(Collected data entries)
● ● ● ●

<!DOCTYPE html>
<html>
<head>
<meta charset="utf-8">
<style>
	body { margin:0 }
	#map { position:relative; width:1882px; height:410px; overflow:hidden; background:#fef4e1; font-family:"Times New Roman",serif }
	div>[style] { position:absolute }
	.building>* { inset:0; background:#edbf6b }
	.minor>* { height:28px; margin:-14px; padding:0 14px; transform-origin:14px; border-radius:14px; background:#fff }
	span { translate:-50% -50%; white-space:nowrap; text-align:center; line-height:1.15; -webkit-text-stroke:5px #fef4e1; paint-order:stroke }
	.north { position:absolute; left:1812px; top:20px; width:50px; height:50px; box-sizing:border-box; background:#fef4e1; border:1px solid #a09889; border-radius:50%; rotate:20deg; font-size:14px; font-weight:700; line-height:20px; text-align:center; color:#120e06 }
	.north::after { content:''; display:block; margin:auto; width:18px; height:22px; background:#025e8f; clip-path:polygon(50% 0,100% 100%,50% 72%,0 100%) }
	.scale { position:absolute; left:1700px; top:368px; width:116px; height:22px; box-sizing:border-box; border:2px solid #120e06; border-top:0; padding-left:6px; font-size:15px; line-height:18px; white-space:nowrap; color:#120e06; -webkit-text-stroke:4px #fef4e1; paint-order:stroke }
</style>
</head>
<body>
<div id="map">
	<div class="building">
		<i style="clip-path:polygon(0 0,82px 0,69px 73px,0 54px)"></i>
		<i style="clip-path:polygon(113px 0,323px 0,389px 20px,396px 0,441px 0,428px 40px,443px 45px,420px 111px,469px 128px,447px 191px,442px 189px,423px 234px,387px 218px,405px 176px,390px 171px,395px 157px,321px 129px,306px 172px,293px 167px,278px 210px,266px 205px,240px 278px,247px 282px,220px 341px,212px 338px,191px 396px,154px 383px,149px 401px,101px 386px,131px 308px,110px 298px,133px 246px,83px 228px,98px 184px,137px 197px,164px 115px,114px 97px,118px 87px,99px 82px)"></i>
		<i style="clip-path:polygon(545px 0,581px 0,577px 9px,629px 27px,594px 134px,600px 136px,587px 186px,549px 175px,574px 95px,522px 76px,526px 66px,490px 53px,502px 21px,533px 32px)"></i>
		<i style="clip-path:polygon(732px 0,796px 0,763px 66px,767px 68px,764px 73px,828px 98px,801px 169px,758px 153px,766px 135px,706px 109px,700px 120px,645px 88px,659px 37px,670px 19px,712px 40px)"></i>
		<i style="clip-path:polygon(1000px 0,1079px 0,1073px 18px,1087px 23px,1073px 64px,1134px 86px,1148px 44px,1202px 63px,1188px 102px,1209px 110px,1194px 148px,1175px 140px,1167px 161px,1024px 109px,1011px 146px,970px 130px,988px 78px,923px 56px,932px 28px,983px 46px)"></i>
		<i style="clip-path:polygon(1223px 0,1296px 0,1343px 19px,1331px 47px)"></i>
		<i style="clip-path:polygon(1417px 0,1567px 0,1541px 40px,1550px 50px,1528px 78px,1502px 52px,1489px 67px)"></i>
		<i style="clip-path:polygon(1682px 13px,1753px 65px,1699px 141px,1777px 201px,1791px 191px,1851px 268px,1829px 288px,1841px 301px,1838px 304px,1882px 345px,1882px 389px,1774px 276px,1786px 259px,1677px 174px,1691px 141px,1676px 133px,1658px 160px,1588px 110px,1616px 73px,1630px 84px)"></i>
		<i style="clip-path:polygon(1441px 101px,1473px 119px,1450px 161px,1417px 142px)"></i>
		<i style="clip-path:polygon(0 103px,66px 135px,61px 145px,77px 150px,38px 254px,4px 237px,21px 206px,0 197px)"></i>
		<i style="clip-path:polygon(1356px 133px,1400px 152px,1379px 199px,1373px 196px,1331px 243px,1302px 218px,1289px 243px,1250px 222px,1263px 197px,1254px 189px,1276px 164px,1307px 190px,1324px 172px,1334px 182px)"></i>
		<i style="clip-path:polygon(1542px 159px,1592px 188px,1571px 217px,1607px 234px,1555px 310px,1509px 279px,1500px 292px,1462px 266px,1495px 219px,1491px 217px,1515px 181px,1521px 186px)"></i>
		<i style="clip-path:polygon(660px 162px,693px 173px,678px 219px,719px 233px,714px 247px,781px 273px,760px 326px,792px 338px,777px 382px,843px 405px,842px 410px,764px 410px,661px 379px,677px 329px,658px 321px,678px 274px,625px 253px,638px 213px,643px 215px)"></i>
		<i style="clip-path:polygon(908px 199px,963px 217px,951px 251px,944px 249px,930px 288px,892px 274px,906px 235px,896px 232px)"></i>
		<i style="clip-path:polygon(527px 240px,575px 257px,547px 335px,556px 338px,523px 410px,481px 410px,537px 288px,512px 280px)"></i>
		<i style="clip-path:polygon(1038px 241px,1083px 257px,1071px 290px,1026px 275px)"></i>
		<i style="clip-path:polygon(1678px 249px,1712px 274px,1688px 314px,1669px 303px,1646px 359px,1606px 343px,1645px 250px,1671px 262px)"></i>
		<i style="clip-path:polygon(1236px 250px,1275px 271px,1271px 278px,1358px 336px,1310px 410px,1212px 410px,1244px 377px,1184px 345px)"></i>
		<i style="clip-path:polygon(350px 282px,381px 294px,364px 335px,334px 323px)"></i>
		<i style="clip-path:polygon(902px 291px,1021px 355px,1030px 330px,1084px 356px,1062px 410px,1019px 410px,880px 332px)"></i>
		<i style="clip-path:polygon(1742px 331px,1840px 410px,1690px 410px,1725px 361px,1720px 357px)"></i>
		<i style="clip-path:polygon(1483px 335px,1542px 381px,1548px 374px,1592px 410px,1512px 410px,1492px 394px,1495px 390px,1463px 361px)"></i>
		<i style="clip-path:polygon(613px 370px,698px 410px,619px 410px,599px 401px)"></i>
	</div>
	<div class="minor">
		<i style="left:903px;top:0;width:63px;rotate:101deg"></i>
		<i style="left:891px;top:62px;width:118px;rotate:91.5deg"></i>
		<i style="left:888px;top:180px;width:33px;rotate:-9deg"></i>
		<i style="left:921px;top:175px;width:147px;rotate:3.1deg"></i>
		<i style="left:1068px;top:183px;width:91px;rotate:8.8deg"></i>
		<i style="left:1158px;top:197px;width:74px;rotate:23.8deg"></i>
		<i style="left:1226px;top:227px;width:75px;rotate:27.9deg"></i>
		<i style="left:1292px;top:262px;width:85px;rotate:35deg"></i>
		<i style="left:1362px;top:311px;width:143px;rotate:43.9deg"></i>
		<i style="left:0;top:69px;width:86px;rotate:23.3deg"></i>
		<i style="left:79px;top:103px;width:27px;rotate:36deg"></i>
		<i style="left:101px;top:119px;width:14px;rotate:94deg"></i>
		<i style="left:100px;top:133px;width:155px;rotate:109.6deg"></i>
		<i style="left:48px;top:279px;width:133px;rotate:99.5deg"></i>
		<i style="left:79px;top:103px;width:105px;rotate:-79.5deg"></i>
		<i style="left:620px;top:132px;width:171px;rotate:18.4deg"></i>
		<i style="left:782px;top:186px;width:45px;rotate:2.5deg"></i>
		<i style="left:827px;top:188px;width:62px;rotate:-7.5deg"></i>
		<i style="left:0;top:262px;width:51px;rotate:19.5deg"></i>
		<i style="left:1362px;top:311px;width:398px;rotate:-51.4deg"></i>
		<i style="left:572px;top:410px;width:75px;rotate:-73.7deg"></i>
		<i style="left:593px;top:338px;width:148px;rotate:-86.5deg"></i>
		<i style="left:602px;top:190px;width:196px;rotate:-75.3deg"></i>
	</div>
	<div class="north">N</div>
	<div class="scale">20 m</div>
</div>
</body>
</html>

● ● ● ●

- Work request: Where the data above reaches the line holding "position:relative; width:1882px; height:410px;", begin printing, and stop after the line holding "translate:-50% -50%; white-space:nowrap;". Each line must be reproduced exactly, with nothing else added.

- Task result:
	#map { position:relative; width:1882px; height:410px; overflow:hidden; background:#fef4e1; font-family:"Times New Roman",serif }
	div>[style] { position:absolute }
	.building>* { inset:0; background:#edbf6b }
	.minor>* { height:28px; margin:-14px; padding:0 14px; transform-origin:14px; border-radius:14px; background:#fff }
	span { translate:-50% -50%; white-space:nowrap; text-align:center; line-height:1.15; -webkit-text-stroke:5px #fef4e1; paint-order:stroke }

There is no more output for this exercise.